Alle aziende familiari non va. Non hanno voglia di inventarsi un lavoro nuovo. Spesso trovano nel fare tutto, tutti insieme, la loro prediletta ragione di diletto o di discussione a tavola. Per non parlare delle strutture ciclopiche:lí serve una intera armata Accenture per fare ordine.
Il punto é che non si può tornare indietro molto velocemente, quando il danno é fatto, benché comunque si possa ed esistano macchine manageriali inventate allo scopo. Si può invece crescere velocemente quando si é piccoli.
La ragione per farlo sta nell’efficienza, tanto fantomatica quanto semplice. Se si sa chi fa cosa, si lavora meglio. Se si assegnano delle responsabilità specifiche, si sa chi fa cosa.
Il trucco sta nel non volersi trasformare a tutti i costi in una grande impresa. L’equilibrio sta nel mezzo. Non serve parcellizzare troppo il lavoro, creare procedure inutili, appesantire i processi. Basta individuare delle direttrici verticali e delle attività orizzontali, cioè condivise fra queste aree. Le direttrici andranno individuate in modo semplice: dando un nome alle nostre attività chiave. Direzione e e Amministrazione - quelle non possono mancare. Segreteria, comunicazione, commerciale. Aggiungete le vostre e punto. Molti piccoli imprenditori sono assolutamente convinti di averlo fatto, di avere già organizzato la propria struttura in questo modo, ma é falso. Mentono a loro stessi, perché la vera applicazione di questo si vede nel quotidiano. Chi prende davvero le decisioni? Chi si occupa concretamente di una certa attività chiave? Non é che figli, nipoti e mogli sono tutti, alla fine, tutti dei segretari tutto fare? Qualcuno, là in mezzo, deve sedersi a tavolino e farsi promotore di una piccola rivoluzione.
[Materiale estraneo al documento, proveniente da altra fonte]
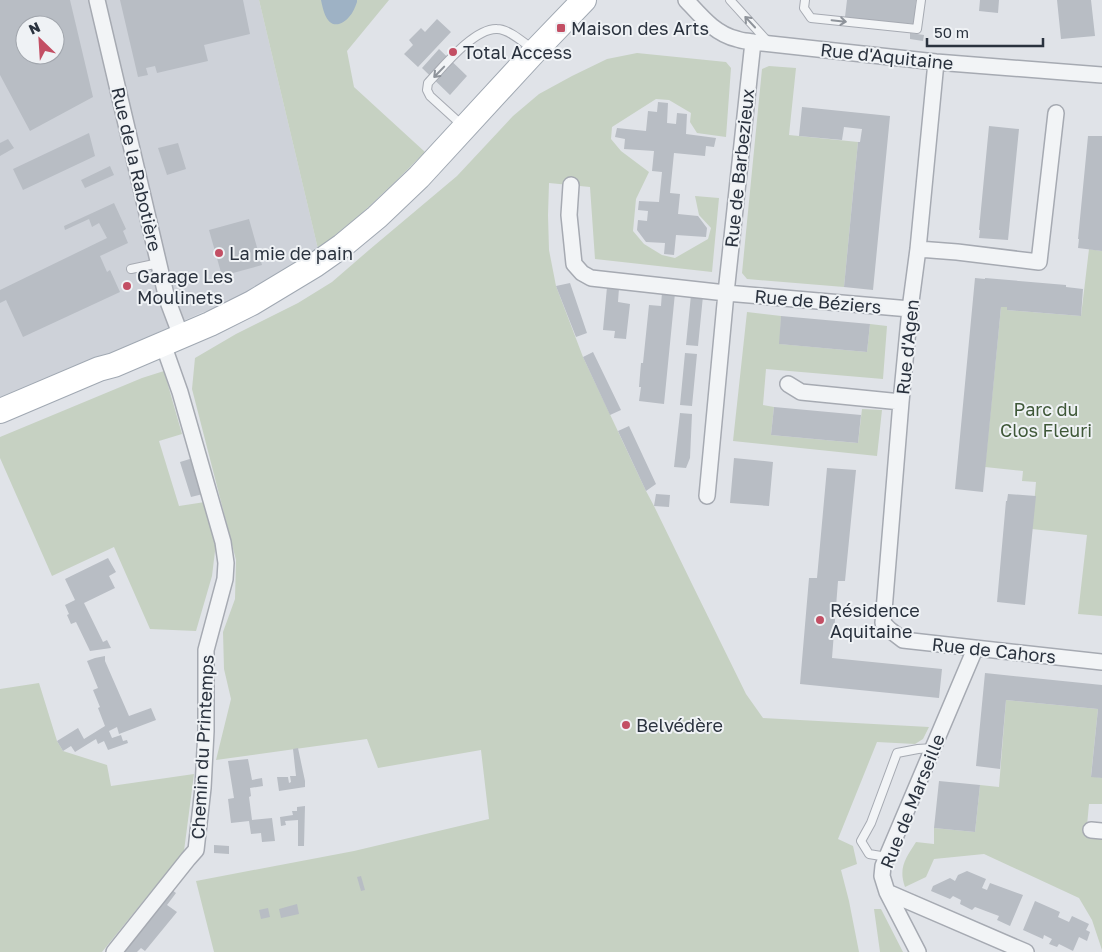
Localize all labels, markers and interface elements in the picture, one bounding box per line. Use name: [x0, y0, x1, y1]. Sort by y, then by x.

Stabilite le attività chiave.
Individuate gli obiettivi strategici e che cosa occorrerà per il loro raggiungimento.
Scrivetelo in un documento chiaro e intelleggibile da chiunque.
Scegliete le persone in base alle loro attitudini, ponendo molta attenzione anche ai rapporti.
Proponete un funzionigramma al fondatore e, subito dopo, una ipotetica assegnazione dei ruoli.
Fatelo presentare a lui o, se i fondatori siete voi, parlatene di persona a ciascuno individualmente.
Individuate un supervisore, una persona di fiducia con una visione a 360 gradi che sappia monitorare l’applicazione del piano.
Attuatelo, stabilendo le prime attività a breve termine.
Non date alle persone il tempo materiale di accavallare nuovamente i ruoli.
Ridisegnate il tutto in itinere, non temiate i cambiamenti in corsa:siete piccoli, potete farlo.
Pensate come una grande impresa, comportatevi come una media.